«Non ho buone notizie da darle. Ho verificato l'esito degli ultimi esami di Jaxon e mi spiace dirlo, ma non ci sono miglioramenti. Anzi... la situazione sta peggiorando, Louis».

Deglutì a vuoto, sentendosi precipitare e mancare la terra sotto i piedi, nonostante fosse comodamente seduto.

Quelle parole non avrebbe mai voluto sentirle. Erano sempre state il suo terrore più grande in quegli ultimi anni, perché sapeva bene che un giorno o l'altro sarebbero potute diventare realtà.

«Ne è sicuro?» mormorò timoroso, consapevole che il medico non avrebbe mai scherzato sulla salute dei suoi pazienti. Solo non si aspettava una diagnosi del genere. Era abbastanza consapevole che non ci fossero stati miglioramenti in Jaxon, per quanto avesse pregato affinché invece accadesse. Ma non credeva che fosse addirittura peggiorato.

«Purtroppo sì. E questo vuol dire che le terapie fino ad ora adottate non sortiscono alcun effetto. Non ci resta altro da fare che sospenderle, Louis».

Strabuzzò gli occhi.

«S-sospenderle? Ma non può... Jaxon non riuscirà mai a migliorare senza cure. Non si può arrendere. Mi aveva promesso che avremmo tentato l'impossibile, se necessario!»

Batté un pugno sul bracciolo della poltroncina, cercando in quel modo di frenare l'impulso di prendere tra le mani uno dei soprammobili presenti su quella scrivania e scaraventarlo contro la parete.

«Si calmi, per favore.
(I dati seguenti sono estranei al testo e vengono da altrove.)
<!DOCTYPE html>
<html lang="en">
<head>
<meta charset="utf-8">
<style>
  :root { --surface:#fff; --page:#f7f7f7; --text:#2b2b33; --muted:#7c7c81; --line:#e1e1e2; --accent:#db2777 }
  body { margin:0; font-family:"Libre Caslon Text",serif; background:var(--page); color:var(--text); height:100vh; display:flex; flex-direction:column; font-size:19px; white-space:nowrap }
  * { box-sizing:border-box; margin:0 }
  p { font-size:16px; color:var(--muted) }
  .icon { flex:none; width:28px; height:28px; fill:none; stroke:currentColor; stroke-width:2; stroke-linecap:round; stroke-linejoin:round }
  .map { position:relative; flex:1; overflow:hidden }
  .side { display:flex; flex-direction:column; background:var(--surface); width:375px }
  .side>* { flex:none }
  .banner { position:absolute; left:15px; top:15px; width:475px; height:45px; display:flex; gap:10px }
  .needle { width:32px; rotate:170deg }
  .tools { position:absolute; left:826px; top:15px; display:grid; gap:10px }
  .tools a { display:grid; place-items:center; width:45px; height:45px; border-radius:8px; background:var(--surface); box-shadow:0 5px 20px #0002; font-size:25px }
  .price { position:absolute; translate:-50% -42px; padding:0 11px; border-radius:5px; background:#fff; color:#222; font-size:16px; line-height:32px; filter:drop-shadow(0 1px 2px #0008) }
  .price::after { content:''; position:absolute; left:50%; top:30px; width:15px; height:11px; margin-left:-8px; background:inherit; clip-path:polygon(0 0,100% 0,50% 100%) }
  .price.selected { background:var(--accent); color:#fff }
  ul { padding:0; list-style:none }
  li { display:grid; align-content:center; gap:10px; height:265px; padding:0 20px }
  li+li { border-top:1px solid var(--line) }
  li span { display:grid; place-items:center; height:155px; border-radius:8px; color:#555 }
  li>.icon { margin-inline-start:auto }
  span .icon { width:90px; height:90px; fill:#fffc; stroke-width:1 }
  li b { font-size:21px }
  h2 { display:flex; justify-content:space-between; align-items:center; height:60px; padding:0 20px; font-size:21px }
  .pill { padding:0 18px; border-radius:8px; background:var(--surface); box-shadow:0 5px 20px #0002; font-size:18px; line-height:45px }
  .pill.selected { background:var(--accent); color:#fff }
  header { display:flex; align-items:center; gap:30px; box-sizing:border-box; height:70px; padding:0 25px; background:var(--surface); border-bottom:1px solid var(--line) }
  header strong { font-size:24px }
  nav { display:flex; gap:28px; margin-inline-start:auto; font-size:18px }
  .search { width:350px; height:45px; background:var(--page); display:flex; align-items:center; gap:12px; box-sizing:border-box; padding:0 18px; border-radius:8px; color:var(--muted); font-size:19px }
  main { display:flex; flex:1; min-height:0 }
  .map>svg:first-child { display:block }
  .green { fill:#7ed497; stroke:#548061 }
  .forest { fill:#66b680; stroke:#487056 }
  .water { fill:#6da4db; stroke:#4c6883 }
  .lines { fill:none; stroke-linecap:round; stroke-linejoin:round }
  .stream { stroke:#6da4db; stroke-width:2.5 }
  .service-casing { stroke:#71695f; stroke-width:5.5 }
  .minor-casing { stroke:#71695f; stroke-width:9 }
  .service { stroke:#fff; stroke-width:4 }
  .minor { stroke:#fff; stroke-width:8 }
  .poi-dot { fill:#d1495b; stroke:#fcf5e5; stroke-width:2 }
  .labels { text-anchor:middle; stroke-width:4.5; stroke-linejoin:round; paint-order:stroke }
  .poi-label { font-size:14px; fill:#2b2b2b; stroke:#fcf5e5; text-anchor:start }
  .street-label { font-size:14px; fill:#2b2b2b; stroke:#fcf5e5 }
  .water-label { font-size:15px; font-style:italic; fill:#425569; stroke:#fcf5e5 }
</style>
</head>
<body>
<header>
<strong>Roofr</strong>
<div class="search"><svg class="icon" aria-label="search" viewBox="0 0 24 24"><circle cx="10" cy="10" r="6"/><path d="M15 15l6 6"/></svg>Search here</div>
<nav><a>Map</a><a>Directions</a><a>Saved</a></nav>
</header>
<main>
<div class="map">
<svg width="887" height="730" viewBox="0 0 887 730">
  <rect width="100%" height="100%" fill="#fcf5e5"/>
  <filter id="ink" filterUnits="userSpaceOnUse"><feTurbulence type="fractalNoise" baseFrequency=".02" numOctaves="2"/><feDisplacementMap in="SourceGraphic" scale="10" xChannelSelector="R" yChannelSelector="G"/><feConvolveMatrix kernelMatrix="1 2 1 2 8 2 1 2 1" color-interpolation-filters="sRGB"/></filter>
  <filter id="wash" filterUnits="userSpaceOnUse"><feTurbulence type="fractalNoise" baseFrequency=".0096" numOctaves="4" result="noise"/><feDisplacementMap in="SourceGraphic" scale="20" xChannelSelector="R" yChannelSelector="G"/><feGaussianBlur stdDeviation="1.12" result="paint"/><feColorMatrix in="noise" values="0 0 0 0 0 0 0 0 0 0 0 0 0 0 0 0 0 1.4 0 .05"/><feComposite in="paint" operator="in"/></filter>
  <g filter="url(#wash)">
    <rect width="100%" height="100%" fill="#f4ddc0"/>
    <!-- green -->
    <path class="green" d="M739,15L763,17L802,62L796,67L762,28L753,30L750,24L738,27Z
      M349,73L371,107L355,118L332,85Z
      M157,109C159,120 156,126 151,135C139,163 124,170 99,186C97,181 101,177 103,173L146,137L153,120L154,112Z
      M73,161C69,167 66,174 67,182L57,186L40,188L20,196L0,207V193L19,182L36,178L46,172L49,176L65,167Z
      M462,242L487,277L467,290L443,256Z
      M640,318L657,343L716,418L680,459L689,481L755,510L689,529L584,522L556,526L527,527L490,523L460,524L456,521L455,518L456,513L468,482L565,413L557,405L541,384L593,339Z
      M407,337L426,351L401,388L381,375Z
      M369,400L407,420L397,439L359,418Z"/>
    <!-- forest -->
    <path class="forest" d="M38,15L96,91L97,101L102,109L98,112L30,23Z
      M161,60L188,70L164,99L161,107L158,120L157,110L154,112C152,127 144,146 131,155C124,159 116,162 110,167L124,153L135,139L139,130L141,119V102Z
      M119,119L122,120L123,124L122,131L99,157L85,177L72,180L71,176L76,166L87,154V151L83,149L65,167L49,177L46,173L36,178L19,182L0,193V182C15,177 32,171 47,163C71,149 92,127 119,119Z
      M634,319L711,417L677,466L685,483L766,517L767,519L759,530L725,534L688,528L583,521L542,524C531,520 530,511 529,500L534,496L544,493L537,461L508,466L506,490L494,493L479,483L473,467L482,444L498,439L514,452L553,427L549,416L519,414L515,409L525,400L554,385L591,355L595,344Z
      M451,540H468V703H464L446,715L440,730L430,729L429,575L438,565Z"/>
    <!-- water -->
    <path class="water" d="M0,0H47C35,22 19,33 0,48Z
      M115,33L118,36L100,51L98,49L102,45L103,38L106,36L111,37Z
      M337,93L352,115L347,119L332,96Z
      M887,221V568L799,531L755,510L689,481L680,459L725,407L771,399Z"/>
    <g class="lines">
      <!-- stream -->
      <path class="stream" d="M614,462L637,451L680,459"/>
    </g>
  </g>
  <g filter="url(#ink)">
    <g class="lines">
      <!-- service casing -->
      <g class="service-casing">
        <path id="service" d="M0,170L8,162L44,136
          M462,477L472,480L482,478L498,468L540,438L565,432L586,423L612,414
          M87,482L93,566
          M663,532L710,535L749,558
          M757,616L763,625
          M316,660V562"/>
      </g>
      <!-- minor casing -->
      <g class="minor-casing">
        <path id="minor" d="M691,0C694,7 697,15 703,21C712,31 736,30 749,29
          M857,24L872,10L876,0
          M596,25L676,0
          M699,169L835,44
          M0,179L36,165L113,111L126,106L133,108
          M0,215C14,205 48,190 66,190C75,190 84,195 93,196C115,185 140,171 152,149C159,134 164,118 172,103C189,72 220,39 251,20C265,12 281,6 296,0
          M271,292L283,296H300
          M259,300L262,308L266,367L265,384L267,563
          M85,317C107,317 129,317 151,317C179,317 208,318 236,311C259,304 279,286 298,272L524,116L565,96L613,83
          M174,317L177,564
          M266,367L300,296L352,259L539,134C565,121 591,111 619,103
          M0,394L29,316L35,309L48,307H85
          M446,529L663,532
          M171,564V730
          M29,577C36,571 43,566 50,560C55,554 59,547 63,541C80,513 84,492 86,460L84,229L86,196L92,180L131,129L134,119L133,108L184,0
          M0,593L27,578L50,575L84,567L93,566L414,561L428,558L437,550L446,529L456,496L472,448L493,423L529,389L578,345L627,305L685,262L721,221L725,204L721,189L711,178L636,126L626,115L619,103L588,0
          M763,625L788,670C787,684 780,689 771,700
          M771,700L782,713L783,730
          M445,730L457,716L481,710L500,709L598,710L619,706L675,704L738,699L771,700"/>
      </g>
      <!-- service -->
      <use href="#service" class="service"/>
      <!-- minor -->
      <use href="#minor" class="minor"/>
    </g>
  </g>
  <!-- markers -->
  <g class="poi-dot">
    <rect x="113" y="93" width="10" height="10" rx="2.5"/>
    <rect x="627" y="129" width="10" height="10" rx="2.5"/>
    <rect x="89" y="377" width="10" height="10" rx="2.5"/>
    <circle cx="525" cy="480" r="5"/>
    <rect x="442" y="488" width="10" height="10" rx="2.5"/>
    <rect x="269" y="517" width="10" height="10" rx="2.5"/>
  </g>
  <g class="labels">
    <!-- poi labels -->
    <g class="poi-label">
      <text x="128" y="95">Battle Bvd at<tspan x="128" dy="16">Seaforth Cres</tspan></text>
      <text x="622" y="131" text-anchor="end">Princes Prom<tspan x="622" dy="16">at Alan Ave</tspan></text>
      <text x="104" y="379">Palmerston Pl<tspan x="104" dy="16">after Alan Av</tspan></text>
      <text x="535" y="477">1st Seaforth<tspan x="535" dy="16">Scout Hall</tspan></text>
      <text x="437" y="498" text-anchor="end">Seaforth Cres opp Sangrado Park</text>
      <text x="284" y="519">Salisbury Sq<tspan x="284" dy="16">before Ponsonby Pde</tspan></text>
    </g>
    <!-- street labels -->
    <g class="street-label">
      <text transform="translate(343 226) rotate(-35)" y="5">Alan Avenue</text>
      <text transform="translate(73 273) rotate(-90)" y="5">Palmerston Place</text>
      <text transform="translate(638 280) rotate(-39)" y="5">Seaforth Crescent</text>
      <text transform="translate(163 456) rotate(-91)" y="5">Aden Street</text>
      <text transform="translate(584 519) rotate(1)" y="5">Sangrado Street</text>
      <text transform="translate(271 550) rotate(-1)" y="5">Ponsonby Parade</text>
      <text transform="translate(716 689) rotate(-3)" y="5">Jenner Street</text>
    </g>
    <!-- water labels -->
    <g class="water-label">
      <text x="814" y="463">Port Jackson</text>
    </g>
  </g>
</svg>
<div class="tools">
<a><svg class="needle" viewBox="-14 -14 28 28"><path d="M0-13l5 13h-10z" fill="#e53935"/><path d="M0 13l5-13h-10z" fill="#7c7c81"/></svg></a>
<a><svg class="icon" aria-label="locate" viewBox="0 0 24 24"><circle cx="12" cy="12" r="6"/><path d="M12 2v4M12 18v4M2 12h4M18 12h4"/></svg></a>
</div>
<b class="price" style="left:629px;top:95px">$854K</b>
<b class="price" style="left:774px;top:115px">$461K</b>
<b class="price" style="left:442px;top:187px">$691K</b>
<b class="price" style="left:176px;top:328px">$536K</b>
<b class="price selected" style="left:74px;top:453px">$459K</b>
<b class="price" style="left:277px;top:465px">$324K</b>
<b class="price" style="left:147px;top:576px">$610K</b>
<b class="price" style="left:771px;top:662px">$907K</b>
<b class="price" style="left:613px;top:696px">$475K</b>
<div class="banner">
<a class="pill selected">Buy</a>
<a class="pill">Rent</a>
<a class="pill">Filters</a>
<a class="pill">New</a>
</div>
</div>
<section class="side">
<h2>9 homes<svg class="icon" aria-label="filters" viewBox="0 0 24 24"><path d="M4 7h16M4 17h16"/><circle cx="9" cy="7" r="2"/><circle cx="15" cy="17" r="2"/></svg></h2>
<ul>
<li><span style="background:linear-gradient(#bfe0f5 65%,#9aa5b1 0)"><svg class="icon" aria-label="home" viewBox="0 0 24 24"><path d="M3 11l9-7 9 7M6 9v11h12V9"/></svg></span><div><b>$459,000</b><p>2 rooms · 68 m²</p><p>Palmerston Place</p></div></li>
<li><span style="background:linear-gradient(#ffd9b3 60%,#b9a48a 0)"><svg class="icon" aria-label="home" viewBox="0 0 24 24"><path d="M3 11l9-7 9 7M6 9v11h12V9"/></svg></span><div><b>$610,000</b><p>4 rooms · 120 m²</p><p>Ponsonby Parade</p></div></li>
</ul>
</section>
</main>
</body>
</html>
Non è mia intenzione farlo».

«Ma lei ha appena detto che - »

«Dire che dobbiamo sospendere le terapie che gli stavamo praticando, non significa che io abbia deciso di arrendermi. È però chiaramente inutile insistere per questa strada, quindi ho cercato una soluzione e credo di essere giunto a una nuova conclusione».

Restò fermo a fissare l'espressione del medico, finché non riuscì ad elaborare le sue parole e capire che c'erano ancora speranze.

Congiunse le mani portandosele davanti alla bocca.

«Bene. Ok, mi dica di cosa si tratta. Sono disposto a tutto, lo sa».

«Ha mai sentito parlare dell'ippoterapia?»

Scosse il capo. No, quel termine non gli ricordava nulla.

«Come suggerisce la parola stessa, si tratta di una terapia incentrata sull'uso dei cavalli».

Cavalli. Cosa diamine c'entravano, adesso, i cavalli con la sindrome di Jaxon?

«Mi perdoni, mi sta dicendo che lo devo iscrivere ad un corso di equitazione?»

Il dottor Pearson sorrise affettuoso, scuotendo il capo.

«Oh no, decisamente no. L'ippoterapia non ha nulla a che vedere con l'equitazione. Jaxon non deve diventare un cavallerizzo, ma semplicemente instaurare un legame con il cavallo» spiegò professionale «È studiato che questi animali possiedono delle specifiche peculiarità, molto utili ai pazienti affetti da autismo. La conoscenza del cavallo rinforza la fiducia reciproca, comporta un miglioramento nel controllo su paure e ansie e motiva la persona a comunicare anche con gli altri esseri umani».

Louis ascoltò attentamente il discorso, domandandosi come fosse possibile che, cavalcare un cavallo, potesse servire a combattere l'autismo.

«E lei ci crede? Si fida dell'efficacia di questa terapia?»

«Non la proporrei, se non ci credessi. Non crede?»